C’è un momento nel film “Romy & Michelle” in cui trattengo il respiro. Non importa quante volte ho visto questo cult degli anni ’90, vengo sempre trasportata nei miei ricordi di teenager, e spero sempre che la scena in cui Romy viene tacciata come bugiarda sia diversa.
Ogni volta mi sento imbarazzata per lei: mi imbarazza vedere com’eravamo.
Amiamo le storie di redenzione perché toccano il desiderio disperato che abbiamo di trasformarci in qualcosa diverso da noi stessi. Per cercare sollievo dai traumi di quando eravamo teenager, per trovare stabilità da ventenni, per trovare fiducia, compagnia e comprensione a trent’anni.
Visto che sto per entrare nella seconda metà della mia terza decade, è giunto il momento di lasciare alcune narrazioni di vecchia data di me stessa nel passato. Quando voglio incontrare persone nuove, spesso parlare del mio passato mi fa sentire come se avessi addosso una camicia troppo stretta e fuorimoda.
Il passato, anche quello più recente, mi ha profondamente cambiata: le cose di un tempo sono ormai lontane al punto da sembrarmi la storia di qualcun altro.
C’è voluto un po’ prima di sentirmi a mio agio con la mia nuova esistenza. Le trasformazioni possono essere dolorose. Poi, lentamente, arriva il tempo in cui il filo col passato si rompe e si inizia a fluttuare nel presente, ritrovando il piacere della propria evoluzione.
Da lì la necessità di compiere l’ultimo passo per lasciar andare le storie che ho raccontato a me stessa, tutto ciò che è accaduto nei miei anni dell’adolescenza e dei venti, per accettare ciò che è possibile nel mio futuro.
Quando abbracciamo la nostra umanità, affrontiamo gli angoli più profondi della nostra mente, dove prospera la vergogna. Quando facciamo luce sui sentimenti che proviamo, quando disimballiamo le nostre ferite e traumi, troviamo la nostra libertà.
Alla luce del giorno, tutte le volte che non siamo stati all’altezza del nostro potenziale, iniziamo a vedere le cose per ciò che sono: storie obsolete, errori di percorso mascherati da ferite di battaglia. Ma non sono cicatrici visibili, siamo solo noi a mantenerle in vita: tutto dipende da noi.
Il disagio emotivo è dove possiamo trovare la forza di diventare chiunque vogliamo essere.
È difficile lasciar andare le persone che eravamo, ma è il solo modo per abbracciare un nuovo tipo di libertà, che guarda verso ciò che è possibile, che ci consente di accettare nuove possibilità che erano, negli anni passati, invisibili agli occhi.
In che modo le scelte che si fanno contraddicono la persona che si é?

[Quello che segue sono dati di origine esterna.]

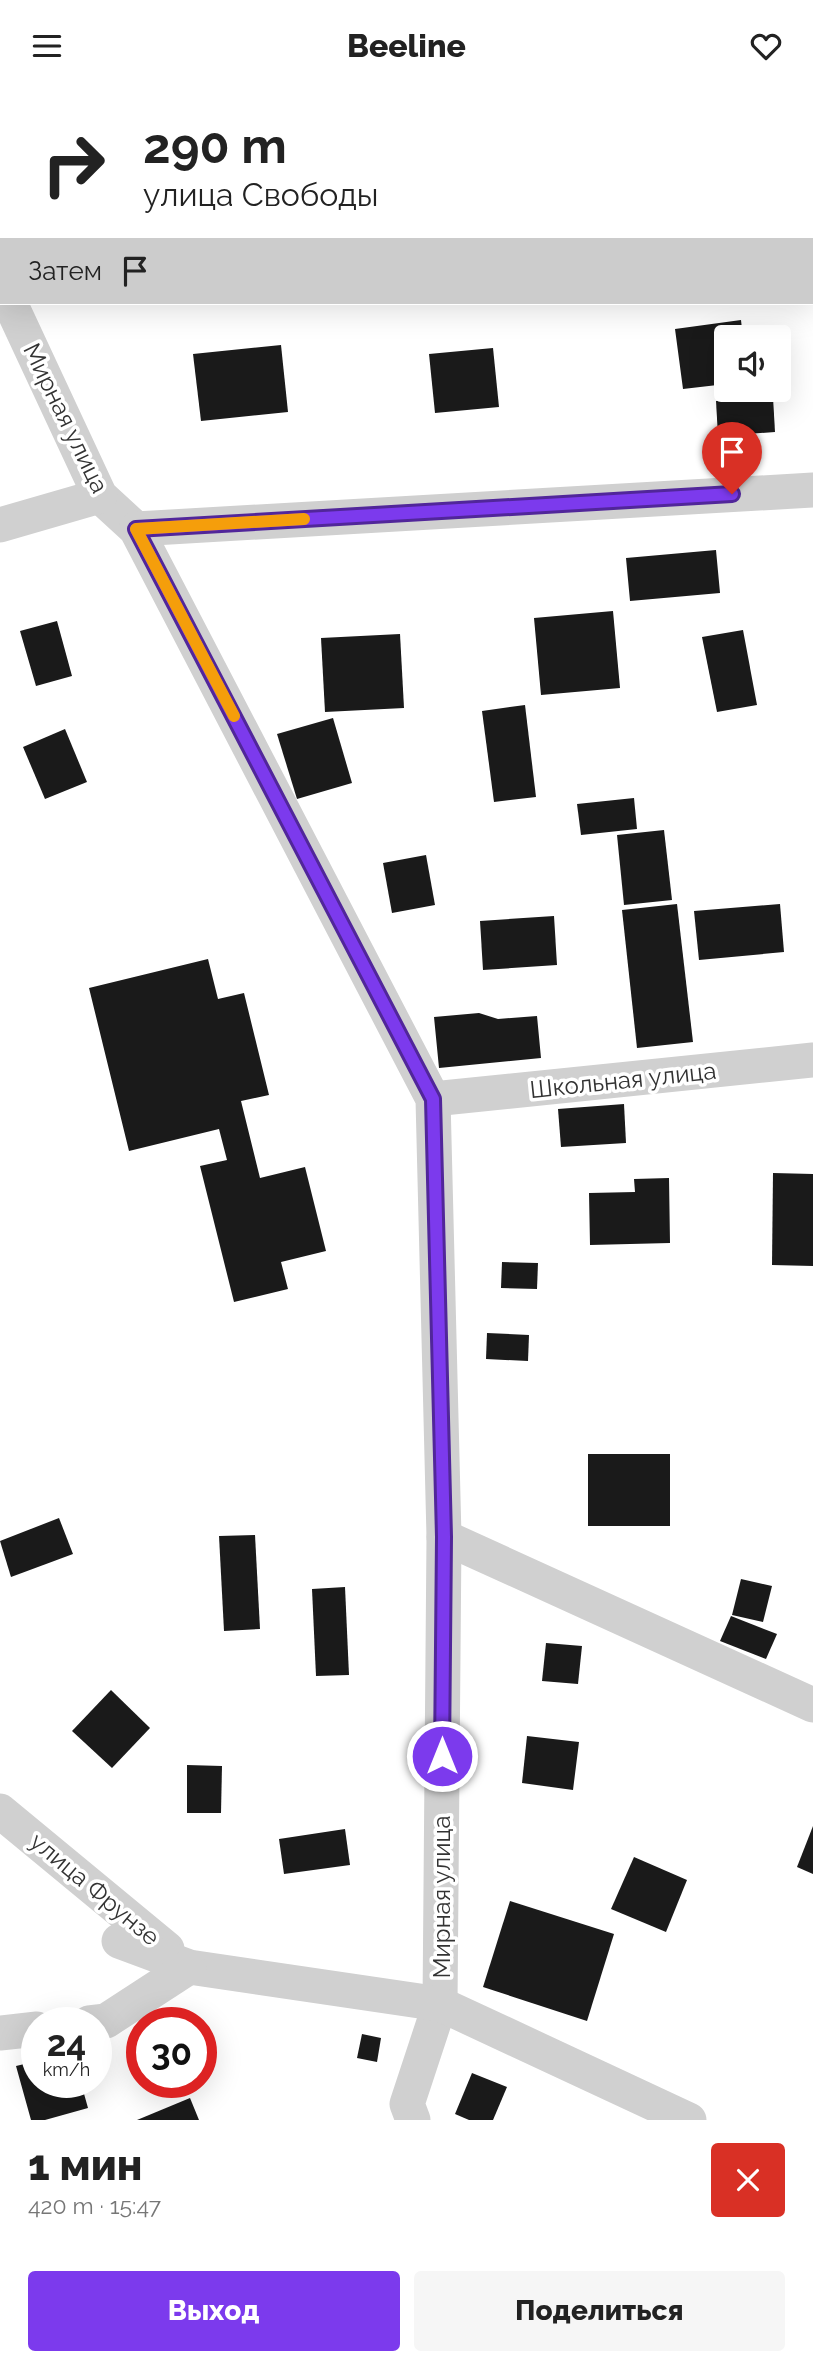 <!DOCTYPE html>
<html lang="ru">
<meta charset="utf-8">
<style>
body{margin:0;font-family:Raleway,sans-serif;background:#f6f6f6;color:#222;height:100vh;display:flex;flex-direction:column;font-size:26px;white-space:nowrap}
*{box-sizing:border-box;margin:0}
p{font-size:23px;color:#767676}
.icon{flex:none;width:38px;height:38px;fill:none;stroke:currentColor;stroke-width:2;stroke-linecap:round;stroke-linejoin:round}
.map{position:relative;height:2029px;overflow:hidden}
.sheet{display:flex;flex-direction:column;background:#fff;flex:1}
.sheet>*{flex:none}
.top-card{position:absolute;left:0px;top:0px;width:814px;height:214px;box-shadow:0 7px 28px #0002;background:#fff;color:#222;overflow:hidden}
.controls{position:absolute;left:714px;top:234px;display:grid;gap:14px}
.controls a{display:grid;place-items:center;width:77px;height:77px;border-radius:7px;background:#fff;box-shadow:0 7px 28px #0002;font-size:35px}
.speed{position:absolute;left:21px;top:1916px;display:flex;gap:14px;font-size:35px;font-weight:700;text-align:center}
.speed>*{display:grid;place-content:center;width:91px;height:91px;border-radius:50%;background:#fff;box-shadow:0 7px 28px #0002;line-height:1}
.speed small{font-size:18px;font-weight:400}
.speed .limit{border:10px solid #d22;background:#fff;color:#111}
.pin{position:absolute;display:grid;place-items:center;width:60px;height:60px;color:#fff;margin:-72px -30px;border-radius:50% 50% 50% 0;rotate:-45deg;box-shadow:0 0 7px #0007}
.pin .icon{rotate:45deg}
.me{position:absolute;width:77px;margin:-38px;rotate:0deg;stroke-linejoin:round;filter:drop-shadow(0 0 5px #0008)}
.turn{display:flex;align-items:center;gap:24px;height:147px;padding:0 28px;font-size:32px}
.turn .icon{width:91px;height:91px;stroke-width:2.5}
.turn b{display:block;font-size:49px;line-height:60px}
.then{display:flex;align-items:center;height:66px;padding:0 28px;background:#0003;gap:14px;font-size:26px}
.round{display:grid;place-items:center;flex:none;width:74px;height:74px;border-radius:7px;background:#f6f6f6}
.head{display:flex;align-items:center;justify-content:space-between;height:119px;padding:0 28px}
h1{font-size:42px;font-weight:800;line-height:52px}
.button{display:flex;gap:14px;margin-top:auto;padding:14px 28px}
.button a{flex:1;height:80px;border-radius:7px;background:#7c3aed;color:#fff;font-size:28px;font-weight:800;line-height:80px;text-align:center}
.button a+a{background:#f6f6f6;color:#222}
header{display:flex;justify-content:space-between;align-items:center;height:91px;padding:0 28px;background:#fff;font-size:32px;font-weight:800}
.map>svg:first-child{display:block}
.building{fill:#1a1a1a}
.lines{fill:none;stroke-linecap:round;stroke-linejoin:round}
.minor{stroke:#d0d0d0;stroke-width:35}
.route-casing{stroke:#51269a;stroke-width:18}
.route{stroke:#7c3aed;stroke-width:12}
.slow{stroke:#f59e0b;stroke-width:12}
.labels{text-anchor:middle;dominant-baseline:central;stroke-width:7;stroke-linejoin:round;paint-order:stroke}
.street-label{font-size:24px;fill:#333;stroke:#fff}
</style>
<header><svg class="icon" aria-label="menu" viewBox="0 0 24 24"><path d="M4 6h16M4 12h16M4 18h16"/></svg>Beeline<svg class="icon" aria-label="heart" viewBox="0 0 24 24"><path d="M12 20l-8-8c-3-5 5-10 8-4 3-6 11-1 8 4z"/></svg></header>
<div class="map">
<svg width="813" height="2029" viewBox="0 0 813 2029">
<rect width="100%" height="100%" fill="#fff"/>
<g class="building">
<polygon points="741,229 743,247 726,247 726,293 683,298 675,238"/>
<polygon points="281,254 288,321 201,330 193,263"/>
<polygon points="493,257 499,316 435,322 429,263"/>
<polygon points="773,306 775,341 718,345 716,310"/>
<polygon points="716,459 720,502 630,510 626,467"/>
<polygon points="613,520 620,597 541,604 534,527"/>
<polygon points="57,530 72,585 36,595 20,540"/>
<polygon points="743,539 757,614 717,621 702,546"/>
<polygon points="400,543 404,617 325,621 321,547"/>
<polygon points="525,614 536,706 494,711 482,620"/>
<polygon points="333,627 352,692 297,708 277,643"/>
<polygon points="65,638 87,691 45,708 23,656"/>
<polygon points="634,707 637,738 581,744 577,713"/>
<polygon points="664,739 672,809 624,814 617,744"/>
<polygon points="426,764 435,814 392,822 383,772"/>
<polygon points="677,813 693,951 637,957 622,819"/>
<polygon points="780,813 784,861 699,869 694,820"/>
<polygon points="554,825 557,874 483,879 480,830"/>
<polygon points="208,868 218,908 244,902 269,1004 241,1010 260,1087 305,1076 326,1160 281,1171 288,1198 234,1211 200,1075 227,1069 219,1038 129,1060 89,897"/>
<polygon points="479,922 498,928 537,925 541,967 439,977 434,926"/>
<polygon points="624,1013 626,1052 561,1056 558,1018"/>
<polygon points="773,1082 813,1083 813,1175 772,1174"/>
<polygon points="669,1087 670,1152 590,1154 589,1102 635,1101 634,1088"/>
<polygon points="502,1171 538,1172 537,1198 501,1197"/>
<polygon points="487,1242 529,1244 528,1270 486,1268"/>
<rect x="588" y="1363" width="82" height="72"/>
<polygon points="59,1427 73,1463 11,1486 0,1450"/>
<polygon points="255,1444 260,1538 224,1540 219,1445"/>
<polygon points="741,1488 772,1495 763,1531 732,1524"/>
<polygon points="345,1496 349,1584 316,1585 312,1498"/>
<polygon points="731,1525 777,1543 766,1568 720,1550"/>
<polygon points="546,1552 582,1555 578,1593 542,1590"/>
<polygon points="111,1599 150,1637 112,1677 72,1640"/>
<polygon points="527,1645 579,1651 573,1699 522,1692"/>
<polygon points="187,1674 222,1675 221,1722 187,1722"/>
<polygon points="813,1735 813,1783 797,1776"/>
<polygon points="345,1738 350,1774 284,1783 279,1748"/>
<polygon points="634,1766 687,1789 666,1841 611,1818"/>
<polygon points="510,1810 614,1843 587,1930 483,1896"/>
<polygon points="362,1943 381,1947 377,1971 357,1967"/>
<polygon points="37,1970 37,1992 81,1992 88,2017 45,2029 31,2029 16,1975"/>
<polygon points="472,1982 507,1996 493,2029 469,2029 455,2023"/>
<polygon points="190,2007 199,2029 137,2029"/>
</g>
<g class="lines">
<g class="minor">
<polyline points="10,212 100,405 136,438 433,1008 444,1446 440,1913 407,2013 413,2029"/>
<polyline points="0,434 100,405"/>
<polyline points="136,438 813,399"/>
<polyline points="433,1008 813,969"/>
<polyline points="444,1446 813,1614"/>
<polyline points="0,1720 167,1858"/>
<polyline points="119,1850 189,1876 440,1913 689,2029"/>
<polyline points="89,1932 106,1930 189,1876"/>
<polyline points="0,1942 37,1938"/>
</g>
</g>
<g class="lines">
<defs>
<polyline id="route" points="442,1665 444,1446 433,1008 136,438 732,403"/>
</defs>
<use href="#route" class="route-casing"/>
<use href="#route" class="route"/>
<polyline class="slow" points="234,625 136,438 304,428"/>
</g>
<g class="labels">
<g class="street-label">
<text transform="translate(66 327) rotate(64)">Мирная улица</text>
<text transform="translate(623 989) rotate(-6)">Школьная улица</text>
<text transform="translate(95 1798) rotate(40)">улица Фрунзе</text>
<text transform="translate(441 1806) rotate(-90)">Мирная улица</text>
</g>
</g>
</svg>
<div class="controls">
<a><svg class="icon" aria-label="sound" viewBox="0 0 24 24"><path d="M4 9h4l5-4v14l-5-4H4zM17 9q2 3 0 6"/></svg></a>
</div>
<div class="speed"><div>24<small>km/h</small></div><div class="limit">30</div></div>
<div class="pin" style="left:732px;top:403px;background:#d93025"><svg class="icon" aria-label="arrive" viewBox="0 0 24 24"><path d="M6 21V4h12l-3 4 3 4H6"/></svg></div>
<svg class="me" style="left:442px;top:1665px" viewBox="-20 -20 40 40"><circle r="17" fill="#7c3aed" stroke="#fff" stroke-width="3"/><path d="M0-11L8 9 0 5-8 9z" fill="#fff"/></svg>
<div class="top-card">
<div class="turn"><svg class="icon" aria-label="right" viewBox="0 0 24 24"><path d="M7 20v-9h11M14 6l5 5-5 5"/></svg><div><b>290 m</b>улица Свободы</div></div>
<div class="then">Затем<svg class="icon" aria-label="arrive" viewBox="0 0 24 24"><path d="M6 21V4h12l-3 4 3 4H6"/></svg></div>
</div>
</div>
<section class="sheet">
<div class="head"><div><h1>1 мин</h1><p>420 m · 15:47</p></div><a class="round" style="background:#d93025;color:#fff"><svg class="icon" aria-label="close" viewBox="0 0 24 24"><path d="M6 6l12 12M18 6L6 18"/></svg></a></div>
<div class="button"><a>Выход</a><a>Поделиться</a></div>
</section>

Molti sono benedetti dalla libertà di comportarsi e di agire secondo il loro libero arbitrio. Eppure, spesso ci si ritrova a credere che i pensieri siano realtà e le opinioni fatti, motivo per cui ci si giudica pesantemente.
Quindi chiediti: come sarebbe la vita se non credessi a ogni pensiero che ti passa per la testa?
In che modo le tue emozioni guidano ciò che fai?
In che modo ti ritieni responsabile dell’idea di qualcun altro su chi dovremmo essere?
Quanto spesso vai contro ciò in cui credi?
I nostri pensieri non sono la nostra realtà. Le nostre opinioni non sono un dato di fatto.
Sono le nostre azioni, le nostre parole, le nostre scelte, a plasmare ciò che siamo e quello che possiamo diventare.